(Stored items from a collection)

§

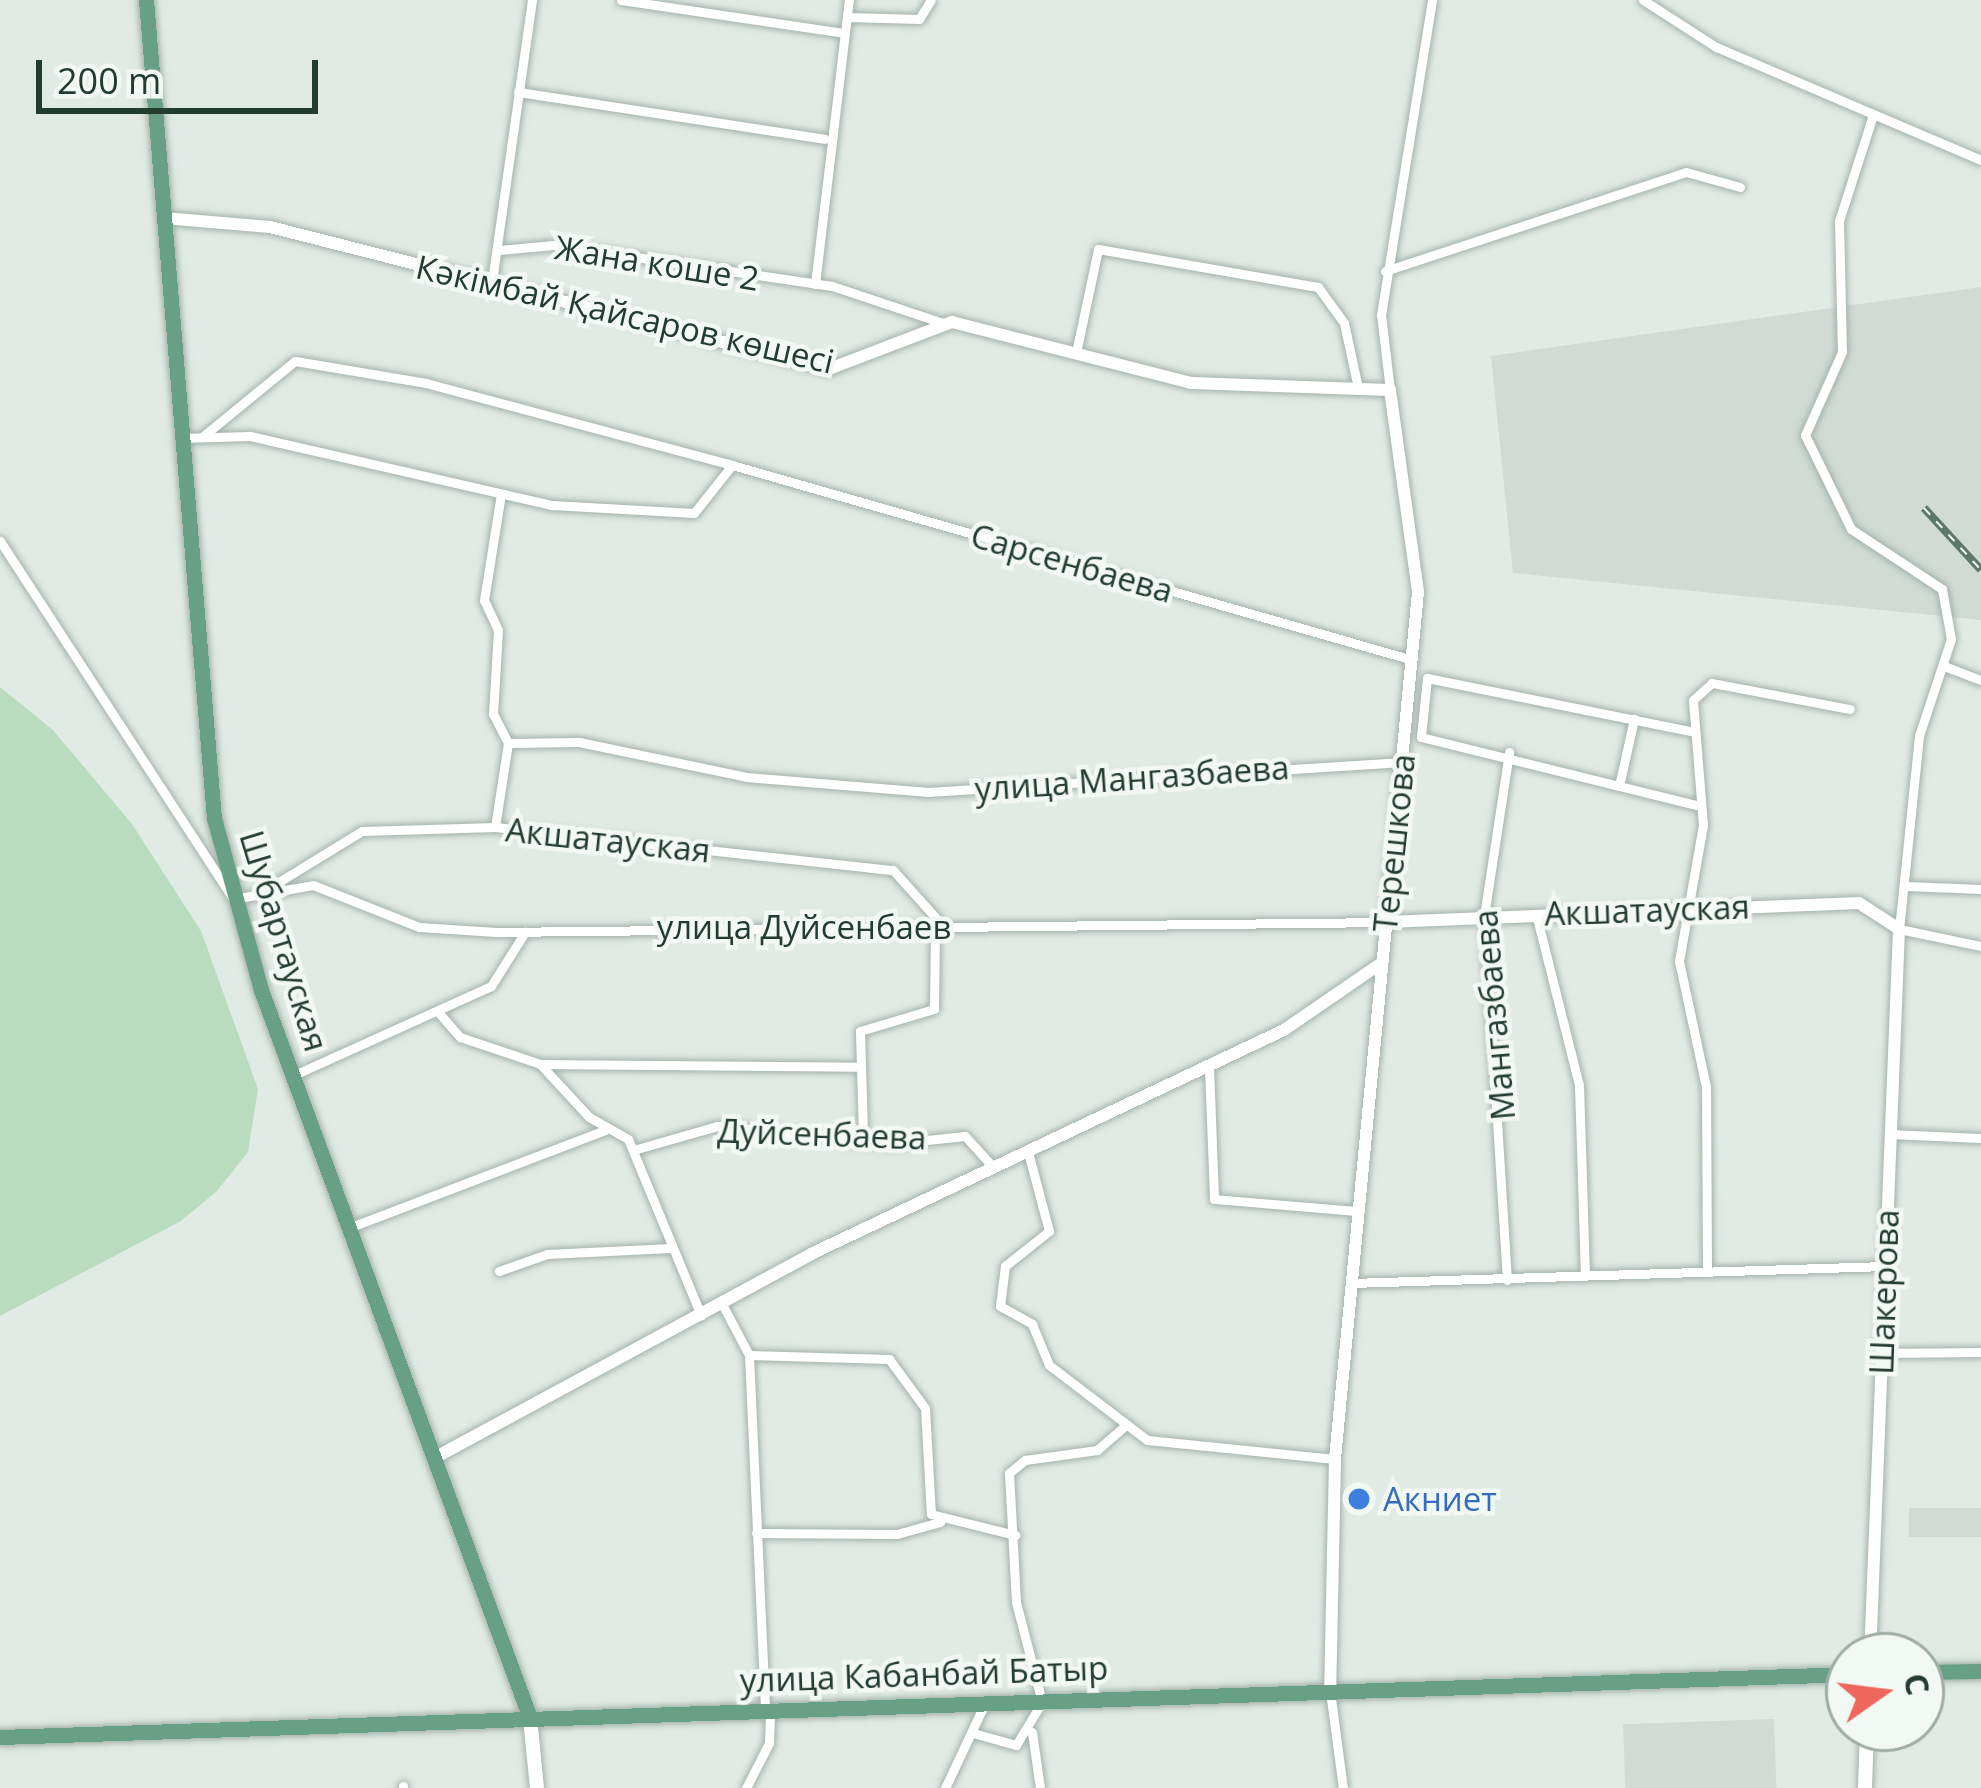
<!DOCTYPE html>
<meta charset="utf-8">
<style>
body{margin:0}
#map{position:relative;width:1981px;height:1788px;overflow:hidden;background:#e1ebe5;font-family:"Open Sans",sans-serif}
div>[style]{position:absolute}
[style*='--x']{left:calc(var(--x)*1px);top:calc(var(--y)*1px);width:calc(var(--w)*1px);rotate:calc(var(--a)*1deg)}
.built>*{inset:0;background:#cfdbd4;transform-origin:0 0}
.green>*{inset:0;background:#badcbe}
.roads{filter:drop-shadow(0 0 3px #a4b3ab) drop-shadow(0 0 3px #a4b3ab)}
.minor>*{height:9px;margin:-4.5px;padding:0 4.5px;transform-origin:4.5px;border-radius:4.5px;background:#fff}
.tertiary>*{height:12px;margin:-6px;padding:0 6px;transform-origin:6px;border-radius:6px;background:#fff}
.secondary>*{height:14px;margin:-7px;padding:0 7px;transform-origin:7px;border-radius:7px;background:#fff}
.primary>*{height:15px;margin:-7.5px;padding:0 7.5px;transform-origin:7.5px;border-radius:7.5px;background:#67a087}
.rail>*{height:8px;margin-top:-4px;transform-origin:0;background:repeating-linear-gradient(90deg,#f2f8f4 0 9px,#5c776b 0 18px);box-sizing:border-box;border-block:3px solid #5c776b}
.dots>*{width:33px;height:33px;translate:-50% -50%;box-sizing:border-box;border:6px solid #f2f8f4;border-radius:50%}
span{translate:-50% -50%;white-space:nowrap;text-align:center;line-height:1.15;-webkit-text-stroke:9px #f2f8f4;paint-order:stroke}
.street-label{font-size:33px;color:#223c30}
.shop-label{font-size:33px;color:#366cbe}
.left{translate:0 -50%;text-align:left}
.north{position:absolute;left:1825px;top:1632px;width:120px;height:120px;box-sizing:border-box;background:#f2f8f4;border:3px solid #9fada6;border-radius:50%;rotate:76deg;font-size:33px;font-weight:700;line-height:48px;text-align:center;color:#223c30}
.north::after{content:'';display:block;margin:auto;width:42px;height:54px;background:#ef675c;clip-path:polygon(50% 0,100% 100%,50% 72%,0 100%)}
.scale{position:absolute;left:36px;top:60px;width:282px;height:54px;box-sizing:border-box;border:6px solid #223c30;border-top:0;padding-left:15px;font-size:36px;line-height:42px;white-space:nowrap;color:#223c30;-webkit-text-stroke:9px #f2f8f4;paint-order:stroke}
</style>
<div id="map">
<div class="built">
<i style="clip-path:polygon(1981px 287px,1981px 620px,1513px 573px,1491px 356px)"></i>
<i style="left:1981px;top:1508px;width:29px;height:72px;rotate:90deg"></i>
<i style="left:1774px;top:1719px;width:69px;height:151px;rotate:88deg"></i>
</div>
<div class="green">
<i style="clip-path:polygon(0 687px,53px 730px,132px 824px,201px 931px,258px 1089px,248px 1152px,217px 1191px,181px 1221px,0 1316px)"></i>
</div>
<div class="roads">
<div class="minor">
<i style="--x:621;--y:0;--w:225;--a:8.4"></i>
<i style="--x:1643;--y:0;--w:87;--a:32.8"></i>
<i style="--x:1716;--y:47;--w:288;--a:23.1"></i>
<i style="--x:847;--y:17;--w:72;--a:1.6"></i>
<i style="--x:919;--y:19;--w:22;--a:-58"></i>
<i style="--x:518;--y:92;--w:310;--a:8.7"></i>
<i style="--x:1872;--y:118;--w:108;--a:107.8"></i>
<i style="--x:1839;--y:221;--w:131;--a:88.7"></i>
<i style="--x:1842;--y:352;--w:91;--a:114"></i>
<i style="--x:1805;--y:435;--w:105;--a:63.9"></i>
<i style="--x:1851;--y:529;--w:109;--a:33.4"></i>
<i style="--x:1942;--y:589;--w:51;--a:79.8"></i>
<i style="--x:1951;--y:639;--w:102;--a:108.3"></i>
<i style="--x:1919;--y:736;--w:194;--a:95.9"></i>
<i style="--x:1899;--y:929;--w:84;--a:11.7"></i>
<i style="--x:499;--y:250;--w:55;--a:-5.2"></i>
<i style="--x:554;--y:245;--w:281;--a:8.4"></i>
<i style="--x:832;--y:286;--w:114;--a:18.4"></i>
<i style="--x:1385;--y:271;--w:317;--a:-18.2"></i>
<i style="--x:1686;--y:172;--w:56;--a:15.5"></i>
<i style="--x:492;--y:281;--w:284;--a:-81.9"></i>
<i style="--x:815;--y:284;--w:286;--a:-83.2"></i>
<i style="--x:1077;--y:348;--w:101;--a:-78"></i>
<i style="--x:1098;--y:249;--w:223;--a:9.8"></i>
<i style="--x:1318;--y:287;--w:44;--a:54.2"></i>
<i style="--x:1344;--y:323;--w:66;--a:77.8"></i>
<i style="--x:1390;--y:390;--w:76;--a:-96.8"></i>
<i style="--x:1381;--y:315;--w:319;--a:-80.8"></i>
<i style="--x:202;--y:437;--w:120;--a:-39.3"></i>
<i style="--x:295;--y:361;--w:133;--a:9.5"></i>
<i style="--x:426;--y:383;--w:317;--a:15"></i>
<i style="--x:181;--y:438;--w:69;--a:-1.7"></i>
<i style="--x:250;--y:436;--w:310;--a:12.9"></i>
<i style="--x:552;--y:505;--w:142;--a:3.2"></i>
<i style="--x:694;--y:513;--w:61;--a:-51.6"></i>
<i style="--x:732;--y:465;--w:708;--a:15.98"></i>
<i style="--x:0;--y:541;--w:427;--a:56.9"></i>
<i style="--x:233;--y:899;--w:81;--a:-9.9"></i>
<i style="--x:313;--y:885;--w:114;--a:21.6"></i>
<i style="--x:419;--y:927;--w:77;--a:3.7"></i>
<i style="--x:496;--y:932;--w:891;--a:-0.64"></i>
<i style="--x:1944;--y:666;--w:40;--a:21"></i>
<i style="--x:1421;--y:737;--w:59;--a:-84.2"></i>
<i style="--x:1427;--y:678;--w:269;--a:11.4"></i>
<i style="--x:1421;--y:737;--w:287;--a:13.9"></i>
<i style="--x:508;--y:743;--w:71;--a:-0.8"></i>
<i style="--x:579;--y:742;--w:171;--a:11.8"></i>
<i style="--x:746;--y:777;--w:183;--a:4.7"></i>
<i style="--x:928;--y:792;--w:476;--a:-3.6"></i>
<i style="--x:1619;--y:786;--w:69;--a:-77.4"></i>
<i style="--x:495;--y:827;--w:85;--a:-81.2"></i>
<i style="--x:508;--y:743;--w:33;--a:-117"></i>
<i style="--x:493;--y:714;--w:84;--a:-86.6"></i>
<i style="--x:498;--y:630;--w:33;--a:-115"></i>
<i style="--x:484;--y:600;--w:107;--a:-80.9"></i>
<i style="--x:1906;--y:886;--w:75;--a:2.3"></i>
<i style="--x:264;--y:891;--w:115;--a:-31.5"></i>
<i style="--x:362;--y:831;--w:133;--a:-1.7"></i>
<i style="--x:495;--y:827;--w:400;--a:6.2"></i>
<i style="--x:893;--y:870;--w:75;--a:48.2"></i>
<i style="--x:1536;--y:914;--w:176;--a:75.9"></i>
<i style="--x:1579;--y:1085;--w:189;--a:88.2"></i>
<i style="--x:439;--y:1013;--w:32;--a:49"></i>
<i style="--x:460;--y:1037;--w:84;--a:18.6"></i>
<i style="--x:540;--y:1064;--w:72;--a:47.2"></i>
<i style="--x:589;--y:1117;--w:45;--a:29.4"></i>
<i style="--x:628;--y:1139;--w:191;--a:67.5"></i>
<i style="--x:540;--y:1064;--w:319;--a:0.5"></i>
<i style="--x:1209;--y:1067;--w:132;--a:87.8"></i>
<i style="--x:1214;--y:1199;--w:144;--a:4.8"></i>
<i style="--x:294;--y:1075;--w:216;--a:-24.3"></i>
<i style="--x:491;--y:986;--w:64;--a:-57.8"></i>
<i style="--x:863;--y:1134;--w:103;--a:-91.7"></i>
<i style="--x:860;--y:1031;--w:77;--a:-16.6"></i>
<i style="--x:934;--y:1009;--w:83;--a:-89.3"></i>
<i style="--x:1889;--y:1134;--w:92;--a:2.5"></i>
<i style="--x:637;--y:1149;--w:83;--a:-16"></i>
<i style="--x:717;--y:1126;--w:174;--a:5.9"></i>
<i style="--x:890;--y:1144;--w:75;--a:-6.1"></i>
<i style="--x:965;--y:1136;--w:43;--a:47.8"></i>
<i style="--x:1028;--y:1152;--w:82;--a:75.1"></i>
<i style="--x:1049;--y:1231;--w:56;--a:141.5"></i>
<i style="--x:1005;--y:1266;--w:40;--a:97.1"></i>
<i style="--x:1000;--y:1306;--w:37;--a:29"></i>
<i style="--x:1032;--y:1324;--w:44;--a:67.5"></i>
<i style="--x:1049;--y:1365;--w:123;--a:37.4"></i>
<i style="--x:1147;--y:1440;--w:189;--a:5.8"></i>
<i style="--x:351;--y:1227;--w:272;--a:-20.9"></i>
<i style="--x:499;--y:1271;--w:51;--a:-19.5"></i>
<i style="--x:547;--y:1254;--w:124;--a:-2.8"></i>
<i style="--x:1707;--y:1271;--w:184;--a:-90.3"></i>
<i style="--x:1706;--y:1087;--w:129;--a:-102.1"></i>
<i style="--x:1679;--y:961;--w:138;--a:-80"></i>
<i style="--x:1703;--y:825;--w:125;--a:-94.6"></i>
<i style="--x:1693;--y:700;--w:25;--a:-42"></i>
<i style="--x:1712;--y:683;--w:140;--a:10.7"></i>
<i style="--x:1507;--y:1280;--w:365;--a:-93.6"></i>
<i style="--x:1484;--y:916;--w:166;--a:-81.3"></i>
<i style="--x:1351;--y:1283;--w:535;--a:-1.82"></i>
<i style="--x:722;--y:1304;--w:58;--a:62.1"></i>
<i style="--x:749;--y:1355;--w:140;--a:1.6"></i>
<i style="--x:889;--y:1359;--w:61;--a:53.7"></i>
<i style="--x:925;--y:1408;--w:106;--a:86.8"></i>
<i style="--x:931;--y:1514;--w:87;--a:14"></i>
<i style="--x:1882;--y:1353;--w:99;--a:-0.6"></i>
<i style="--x:749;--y:1355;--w:353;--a:87.4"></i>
<i style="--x:756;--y:1533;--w:141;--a:0.4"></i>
<i style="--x:897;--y:1534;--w:45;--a:-15.6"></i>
<i style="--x:1330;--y:1691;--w:98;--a:82.4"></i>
<i style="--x:1032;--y:1732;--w:57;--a:81.9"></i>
<i style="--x:973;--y:1733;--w:45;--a:15.6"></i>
<i style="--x:1016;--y:1745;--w:50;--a:-58.8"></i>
<i style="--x:1042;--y:1702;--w:103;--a:-104.6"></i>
<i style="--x:1016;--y:1602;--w:129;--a:-93.1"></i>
<i style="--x:1009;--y:1473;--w:21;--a:-39"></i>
<i style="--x:1025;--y:1460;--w:73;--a:-7.9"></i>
<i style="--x:1097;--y:1450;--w:35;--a:-41"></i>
<i style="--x:403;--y:1786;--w:2;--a:90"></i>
<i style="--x:746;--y:1788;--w:51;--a:-62.9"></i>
<i style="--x:769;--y:1743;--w:34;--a:-88"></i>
<i style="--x:945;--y:1788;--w:92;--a:-64.8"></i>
</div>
<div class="tertiary">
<i style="--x:164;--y:218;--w:106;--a:4.9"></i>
<i style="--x:270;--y:227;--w:577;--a:14.25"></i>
<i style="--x:829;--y:369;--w:132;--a:-20.9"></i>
<i style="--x:952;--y:322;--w:247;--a:14.3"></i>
<i style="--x:1191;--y:383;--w:199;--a:2"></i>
<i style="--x:1390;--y:390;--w:204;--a:82.1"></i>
<i style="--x:1418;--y:592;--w:871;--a:95.47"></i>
<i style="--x:1335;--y:1459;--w:232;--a:91.2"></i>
<i style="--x:1387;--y:922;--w:472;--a:-2.3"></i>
<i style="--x:1859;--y:903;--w:48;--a:33"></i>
<i style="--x:1899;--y:929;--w:728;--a:92.28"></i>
<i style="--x:436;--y:1457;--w:429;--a:-28.4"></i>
<i style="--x:813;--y:1253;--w:521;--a:-25.34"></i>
<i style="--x:1284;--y:1030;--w:116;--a:-34.5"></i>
</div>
<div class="secondary">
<i style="--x:530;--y:1718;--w:70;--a:84.3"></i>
<i style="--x:1865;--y:1788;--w:60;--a:-88.1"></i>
</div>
<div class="primary">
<i style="--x:146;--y:0;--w:821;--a:85.25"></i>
<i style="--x:214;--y:818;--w:178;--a:74.7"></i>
<i style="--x:261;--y:990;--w:776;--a:69.72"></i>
<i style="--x:1921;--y:1672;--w:60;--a:-1"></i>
<i style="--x:0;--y:1737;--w:1850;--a:-1.95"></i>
</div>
</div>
<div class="rail">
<i style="--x:1924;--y:508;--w:84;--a:47.4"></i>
</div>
<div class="dots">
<i style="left:1359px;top:1499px;background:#3f7fe0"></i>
</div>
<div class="street-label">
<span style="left:657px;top:263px;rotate:9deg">Жана коше 2</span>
<span style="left:625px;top:314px;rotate:13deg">Кәкімбай Қайсаров көшесі</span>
<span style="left:1072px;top:563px;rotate:16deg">Сарсенбаева</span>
<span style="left:1132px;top:778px;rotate:-4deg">улица Мангазбаева</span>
<span style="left:608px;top:840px;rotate:6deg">Акшатауская</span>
<span style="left:1394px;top:843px;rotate:-84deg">Терешкова</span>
<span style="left:1647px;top:910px;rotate:-2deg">Акшатауская</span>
<span style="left:804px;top:927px">улица Дуйсенбаев</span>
<span style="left:284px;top:941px;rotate:73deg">Шубартауская</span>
<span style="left:1494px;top:1015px;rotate:-95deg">Мангазбаева</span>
<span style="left:822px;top:1134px;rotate:2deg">Дуйсенбаева</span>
<span style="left:1884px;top:1292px;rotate:-88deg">Шакерова</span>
<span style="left:924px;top:1674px;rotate:-2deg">улица Кабанбай Батыр</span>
</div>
<div class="shop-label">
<span class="left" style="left:1383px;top:1499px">Акниет</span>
</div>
<div class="north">С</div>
<div class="scale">200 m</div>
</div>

§

» **WORK ITEM**
Set down exactly the lines running from the beginning of the entries above to the line that contains "3px #a4b3ab) drop-shadow(0", including both, and leave out pictures.

» **COMPLETED EXERCISE**
<!DOCTYPE html>
<meta charset="utf-8">
<style>
body{margin:0}
#map{position:relative;width:1981px;height:1788px;overflow:hidden;background:#e1ebe5;font-family:"Open Sans",sans-serif}
div>[style]{position:absolute}
[style*='--x']{left:calc(var(--x)*1px);top:calc(var(--y)*1px);width:calc(var(--w)*1px);rotate:calc(var(--a)*1deg)}
.built>*{inset:0;background:#cfdbd4;transform-origin:0 0}
.green>*{inset:0;background:#badcbe}
.roads{filter:drop-shadow(0 0 3px #a4b3ab) drop-shadow(0 0 3px #a4b3ab)}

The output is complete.